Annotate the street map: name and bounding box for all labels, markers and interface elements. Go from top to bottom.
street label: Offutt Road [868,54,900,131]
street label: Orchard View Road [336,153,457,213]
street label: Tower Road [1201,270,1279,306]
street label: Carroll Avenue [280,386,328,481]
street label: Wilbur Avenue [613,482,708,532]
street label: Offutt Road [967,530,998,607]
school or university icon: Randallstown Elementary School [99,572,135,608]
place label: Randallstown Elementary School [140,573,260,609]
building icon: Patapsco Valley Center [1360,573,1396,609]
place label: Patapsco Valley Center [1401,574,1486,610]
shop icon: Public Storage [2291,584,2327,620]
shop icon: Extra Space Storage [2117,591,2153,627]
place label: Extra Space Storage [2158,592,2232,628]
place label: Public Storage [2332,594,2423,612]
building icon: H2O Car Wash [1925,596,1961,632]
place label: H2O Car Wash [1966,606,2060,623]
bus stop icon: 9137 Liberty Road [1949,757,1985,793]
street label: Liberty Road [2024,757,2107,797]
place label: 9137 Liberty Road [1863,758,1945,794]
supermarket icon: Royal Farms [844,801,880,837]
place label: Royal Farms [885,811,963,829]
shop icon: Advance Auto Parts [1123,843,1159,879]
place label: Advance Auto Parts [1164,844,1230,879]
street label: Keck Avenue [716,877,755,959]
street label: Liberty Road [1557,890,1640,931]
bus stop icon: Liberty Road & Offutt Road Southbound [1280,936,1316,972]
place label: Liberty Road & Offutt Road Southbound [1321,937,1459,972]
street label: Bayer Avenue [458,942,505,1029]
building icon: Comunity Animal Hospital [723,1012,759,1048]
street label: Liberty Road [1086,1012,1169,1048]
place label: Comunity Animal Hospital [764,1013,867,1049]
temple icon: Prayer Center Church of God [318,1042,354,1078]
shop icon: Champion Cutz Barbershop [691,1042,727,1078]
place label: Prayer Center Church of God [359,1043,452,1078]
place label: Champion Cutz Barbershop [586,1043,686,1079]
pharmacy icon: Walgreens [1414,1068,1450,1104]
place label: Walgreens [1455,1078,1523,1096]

####################

Locate the string "Center" in the listing above and copy every line where it occurs.

building icon: Patapsco Valley Center [1360,573,1396,609]
place label: Patapsco Valley Center [1401,574,1486,610]
temple icon: Prayer Center Church of God [318,1042,354,1078]
place label: Prayer Center Church of God [359,1043,452,1078]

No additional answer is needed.